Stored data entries

---*---

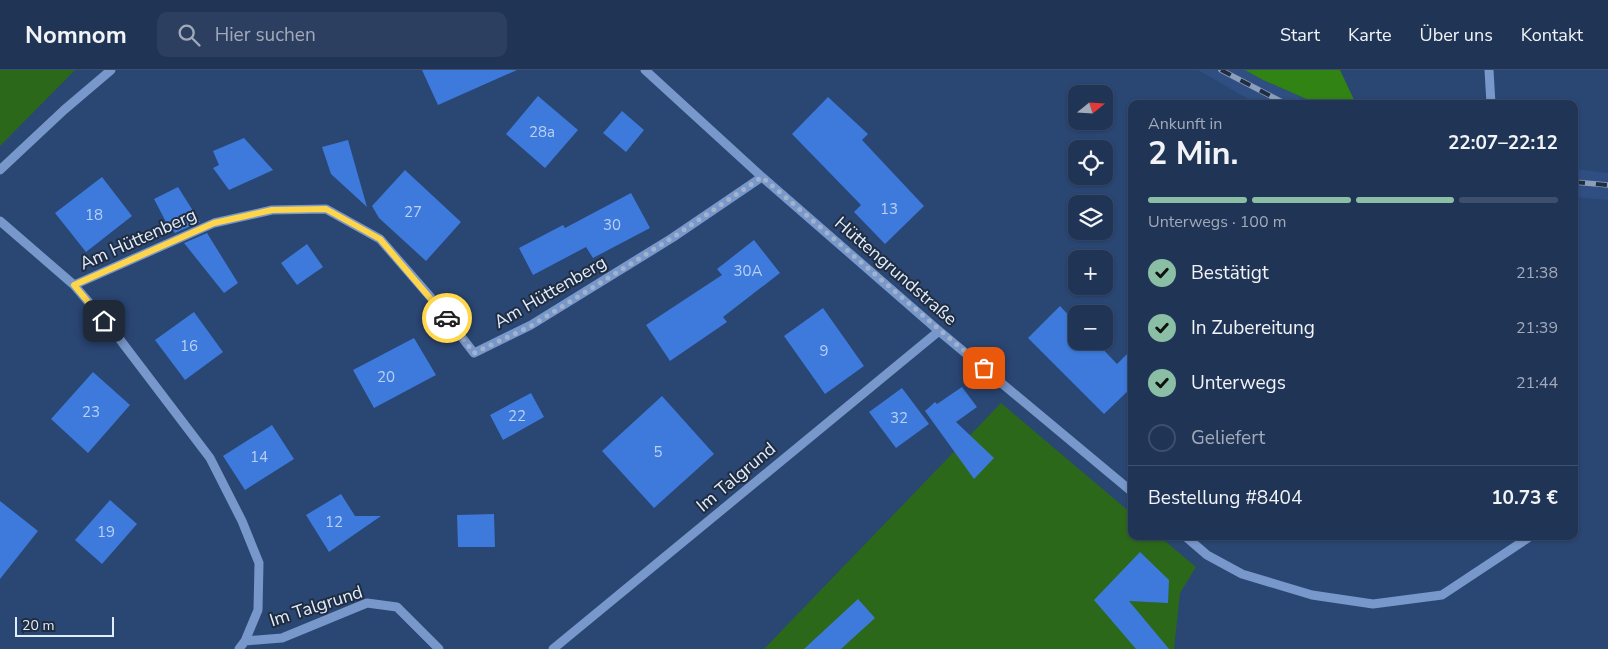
<!DOCTYPE html>
<html lang="de">
<meta charset="utf-8">
<style>
body{margin:0;font-family:"Nunito Sans",sans-serif;background:#2d3f60;color:#f1f3f6;height:100vh;display:flex;flex-direction:column;font-size:19px;white-space:nowrap}
*{box-sizing:border-box;margin:0}
p{font-size:16px;color:#a2aab9}
.icon{flex:none;width:28px;height:28px;fill:none;stroke:currentColor;stroke-width:2;stroke-linecap:round;stroke-linejoin:round}
.map{position:relative;flex:1;overflow:hidden}
.sheet{position:absolute;left:1128px;top:30px;width:450px;height:440px;display:flex;flex-direction:column;background:#203456;border-radius:10px;box-shadow:0 1px 4px #0004,0 0 0 1px #3d4f6c}
.sheet>*{flex:none}
.needle{width:32px;rotate:72deg}
.buttons{position:absolute;left:1068px;top:15px;display:grid;gap:10px}
.buttons a{display:grid;place-items:center;width:45px;height:45px;border-radius:10px;background:#203456;box-shadow:0 1px 4px #0004,0 0 0 1px #3d4f6c;font-size:25px}
.scale{position:absolute;left:15px;bottom:12px;width:99px;box-sizing:border-box;padding-left:5px;border:2px solid #e1ecfc;border-top:0;font-size:14px;line-height:18px;white-space:nowrap;color:#e1ecfc;-webkit-text-stroke:4px #202d41;paint-order:stroke}
.pin{position:absolute;display:grid;place-items:center;width:42px;height:42px;color:#fff;margin:-21px;border-radius:10px;box-shadow:0 2px 8px #0006}
.courier{position:absolute;display:grid;place-items:center;width:50px;height:50px;margin:-25px;border:4px solid #ffd54a;border-radius:50%;background:#fff;color:#222;box-shadow:0 1px 6px #0007}
.summary em{font-style:normal;font-weight:700}
.summary div{display:flex;flex-direction:column-reverse}
.summary{display:flex;align-items:center;justify-content:space-between;height:85px;padding:0 20px}
h1{font-size:32px;font-weight:700;line-height:38px}
.bar{display:grid;grid-template-columns:repeat(4,1fr);gap:8px 5px;align-content:center;height:60px;padding:0 20px}
.bar i{height:6px;border-radius:4px;background:#3d4f6c}
.bar .active{background:#8abfa5}
.bar p{grid-column:span 4}
.line{display:flex;align-items:center;gap:12px;padding:0 20px;border-top:1px solid #3d4f6c}
.line div{flex:1}
ol{padding:0 20px;list-style:none}
li{display:flex;align-items:center;gap:15px;height:55px}
li p{margin-inline-start:auto}
li .icon{padding:5px;border-radius:50%;background:#8abfa5;color:#111;stroke-width:4}
li:last-child{color:#a2aab9}
li i{width:28px;height:28px;border:2px solid #3d4f6c;border-radius:50%}
header{display:flex;align-items:center;gap:30px;box-sizing:border-box;height:70px;padding:0 25px;background:#203456;border-bottom:1px solid #3d4f6c}
header strong{font-size:24px}
nav{display:flex;gap:28px;margin-inline-start:auto;font-size:18px}
.search{width:350px;height:45px;background:#2d3f60;display:flex;align-items:center;gap:12px;box-sizing:border-box;padding:0 18px;border-radius:10px;color:#a2aab9;font-size:19px}
.map>svg:first-child{display:block}
.built{fill:#2f4f82}
.green{fill:#2c681a}
.forest{fill:#318313}
.building{fill:#3d7adb}
.lines{fill:none;stroke-linecap:round;stroke-linejoin:round}
.minor{stroke:#7897ca;stroke-width:9}
.rail-casing{stroke:#8b9ebb;stroke-width:5.5}
.rail{stroke:#202d41;stroke-width:4;stroke-dasharray:11;stroke-linecap:butt}
.done{stroke:#a1b2cc;stroke-width:5;stroke-dasharray:0 9}
.route{stroke:#ffd54a;stroke-width:6}
.labels{text-anchor:middle;dominant-baseline:central;stroke-width:4;stroke-linejoin:round;paint-order:stroke}
.number-label{font-size:15px;fill:#b8d0f4}
.street-label{font-size:18px;fill:#e1ecfc;stroke:#202d41}
</style>
<header>
<strong>Nomnom</strong>
<div class="search"><svg class="icon" aria-label="search" viewBox="0 0 24 24"><circle cx="10" cy="10" r="6"/><path d="M15 15l6 6"/></svg>Hier suchen</div>
<nav><a>Start</a><a>Karte</a><a>Über uns</a><a>Kontakt</a></nav>
</header>
<div class="map">
<svg width="1608" height="579" viewBox="0 0 1608 579">
<rect width="100%" height="100%" fill="#2a4673"/>
<path class="built" d="M1198,0H1245L1263,10L1318,34H1257Z
M1574,99L1608,103V130L1574,127Z"/>
<path class="green" d="M0,0H75L0,76Z
M1001,333L1131,443V466H1159L1196,497L1180,523L1174,579H764Z"/>
<path class="forest" d="M1245,0H1340L1356,34H1318L1263,10Z"/>
<path class="building" d="M422,0H517L438,35Z
M538,26L578,60L545,98L506,64Z
M828,27L868,64L862,70L924,136L885,174L854,142L861,135L792,64Z
M622,41L644,60L626,82L603,63Z
M244,68L273,100L229,120L213,98L219,95L213,81Z
M348,70L367,137L331,104L322,77Z
M405,100L461,152L426,191L379,148L372,136Z
M102,107L132,146L86,182L55,143Z
M178,117L200,152L175,163L166,152L154,129Z
M631,123L650,158L593,188L586,177L533,205L519,178L563,155L565,158Z
M207,163L238,213L224,223L184,173Z
M754,170L780,203L723,247L727,252L670,291L646,255L722,205L717,199Z
M307,174L323,197L297,215L281,193Z
M1060,236L1076,253V271H1095L1117,294L1131,280V318L1104,344L1028,268Z
M823,238L864,296L825,324L784,266Z
M194,242L223,282L185,310L155,270Z
M414,268L436,305L374,338L353,300Z
M93,302L130,335L88,383L51,349Z
M962,317L977,337L956,352L994,388L974,409L925,341L935,332L937,334Z
M902,318L929,354L896,378L869,342Z
M531,323L544,347L503,370L490,345Z
M662,326L714,384L654,438L602,381Z
M272,355L294,389L245,420L223,386Z
M341,424L355,446H381L329,482L306,445Z
M110,430L137,454L102,494L75,470Z
M0,431L38,461L0,509Z
M494,444L495,477H458L457,445Z
M1140,482L1169,510L1168,533L1129,531L1169,579H1136L1094,530Z
M858,529L875,548L841,579H804Z"/>
<g class="lines">
<path class="minor" d="M645,0L762,107L939,261L1131,421
M1489,0L1491,34
M0,100L64,40L111,0
M0,151L74,215L115,263L210,388L242,451L259,493L258,540L245,571L239,579
M74,215L214,153L272,140L326,139L380,169L433,230L474,283L531,255L672,168L762,107
M1185,466L1207,485L1242,504L1312,525L1373,534L1442,525L1531,466
M245,571L282,568L367,533L397,537L439,579
M553,579L939,261"/>
<g class="rail-casing">
<path id="rail" d="M1221,0L1286,34
M1574,112L1608,115"/>
</g>
<use href="#rail" class="rail"/>
</g>
<g class="lines">
<path class="done" d="M447,248L474,283L531,256L672,168L762,107L984,298"/>
<path class="route" d="M104,251L74,215L214,153L272,140L326,139L380,169L447,248"/>
</g>
<g class="labels">
<g class="number-label">
<text x="542" y="62">28a</text>
<text x="889" y="139">13</text>
<text x="413" y="142">27</text>
<text x="94" y="145">18</text>
<text x="612" y="155">30</text>
<text x="748" y="201">30A</text>
<text x="189" y="276">16</text>
<text x="824" y="281">9</text>
<text x="386" y="307">20</text>
<text x="91" y="342">23</text>
<text x="517" y="346">22</text>
<text x="899" y="348">32</text>
<text x="658" y="382">5</text>
<text x="259" y="387">14</text>
<text x="334" y="452">12</text>
<text x="106" y="462">19</text>
</g>
<g class="street-label">
<text transform="translate(138 169) rotate(-24)">Am Hüttenberg</text>
<text transform="translate(896 201) rotate(41)">Hüttengrundstraße</text>
<text transform="translate(550 222) rotate(-30)">Am Hüttenberg</text>
<text transform="translate(736 407) rotate(-40)">Im Talgrund</text>
<text transform="translate(316 536) rotate(-18)">Im Talgrund</text>
</g>
</g>
</svg>
<div class="buttons">
<a><svg class="needle" viewBox="-14 -14 28 28"><path d="M0-13l5 13h-10z" fill="#e53935"/><path d="M0 13l5-13h-10z" fill="#a2aab9"/></svg></a>
<a><svg class="icon" aria-label="locate" viewBox="0 0 24 24"><circle cx="12" cy="12" r="6"/><path d="M12 2v4M12 18v4M2 12h4M18 12h4"/></svg></a>
<a><svg class="icon" aria-label="layers" viewBox="0 0 24 24"><path d="M12 4l9 5-9 5-9-5zM3 14l9 5 9-5"/></svg></a>
<a>+</a>
<a>−</a>
</div>
<div class="scale">20 m</div>
<div class="pin" style="left:984px;top:298px;background:#ea580c"><svg class="icon" aria-label="bag" viewBox="0 0 24 24"><path d="M5 8h14l-1 12H6zM9 8a3 3 0 0 1 6 0"/></svg></div>
<div class="pin" style="left:104px;top:251px;background:#1f2937"><svg class="icon" aria-label="home" viewBox="0 0 24 24"><path d="M3 11l9-7 9 7M6 9v11h12V9"/></svg></div>
<div class="courier" style="left:447px;top:248px"><svg class="icon" aria-label="car" viewBox="0 0 24 24"><path d="M5 17H2v-5l4-1 3-4h7l3 4 3 1v5h-3M9 17h6M6 11h13"/><circle cx="7" cy="17" r="2"/><circle cx="17" cy="17" r="2"/></svg></div>
<section class="sheet">
<div class="summary"><div><h1>2 Min.</h1><p>Ankunft in</p></div><em>22:07–22:12</em></div>
<div class="bar"><i class="active"></i><i class="active"></i><i class="active"></i><i></i><p>Unterwegs · 100 m</p></div>
<ol>
<li><svg class="icon" aria-label="check" viewBox="0 0 24 24"><path d="M5 12l5 5 9-10"/></svg>Bestätigt<p>21:38</p></li>
<li><svg class="icon" aria-label="check" viewBox="0 0 24 24"><path d="M5 12l5 5 9-10"/></svg>In Zubereitung<p>21:39</p></li>
<li><svg class="icon" aria-label="check" viewBox="0 0 24 24"><path d="M5 12l5 5 9-10"/></svg>Unterwegs<p>21:44</p></li>
<li><i></i>Geliefert</li>
</ol>
<div class="line" style="height:65px"><div>Bestellung #8404</div><b>10.73 €</b></div>
</section>
</div>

---*---

Task item:
Say how many lines in the records hold the string "child", please, and add no other words.

Result of the task:
2